*Task item*
Except for the pictures, output the records in full and exactly.

*Dataset excerpts*
□ □ □

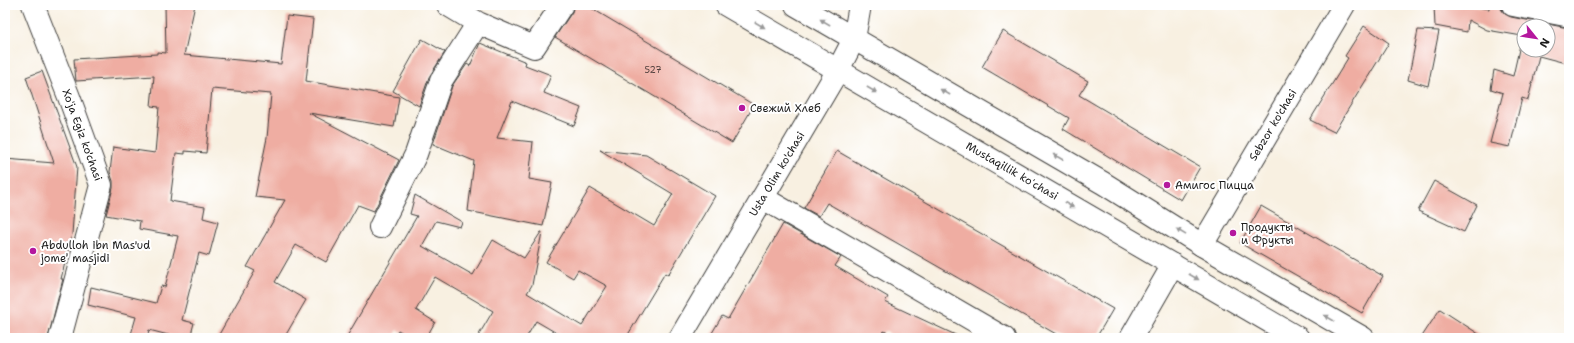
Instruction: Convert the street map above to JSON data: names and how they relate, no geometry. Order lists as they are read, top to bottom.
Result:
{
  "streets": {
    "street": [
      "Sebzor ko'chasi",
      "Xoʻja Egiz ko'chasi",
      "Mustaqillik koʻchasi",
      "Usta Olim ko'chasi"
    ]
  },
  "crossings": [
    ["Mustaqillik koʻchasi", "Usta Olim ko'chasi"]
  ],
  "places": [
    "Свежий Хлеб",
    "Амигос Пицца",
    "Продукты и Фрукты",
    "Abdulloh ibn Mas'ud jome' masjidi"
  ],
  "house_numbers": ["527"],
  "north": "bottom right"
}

□ □ □

*Answer to this exercise*
Instruction: Convert the street map above to JSON data: names and how they relate, no geometry. Order lists as they are read, top to bottom.
Result:
{
  "streets": {
    "street": [
      "Sebzor ko'chasi",
      "Xoʻja Egiz ko'chasi",
      "Mustaqillik koʻchasi",
      "Usta Olim ko'chasi"
    ]
  },
  "crossings": [
    ["Mustaqillik koʻchasi", "Usta Olim ko'chasi"]
  ],
  "places": [
    "Свежий Хлеб",
    "Амигос Пицца",
    "Продукты и Фрукты",
    "Abdulloh ibn Mas'ud jome' masjidi"
  ],
  "house_numbers": ["527"],
  "north": "bottom right"
}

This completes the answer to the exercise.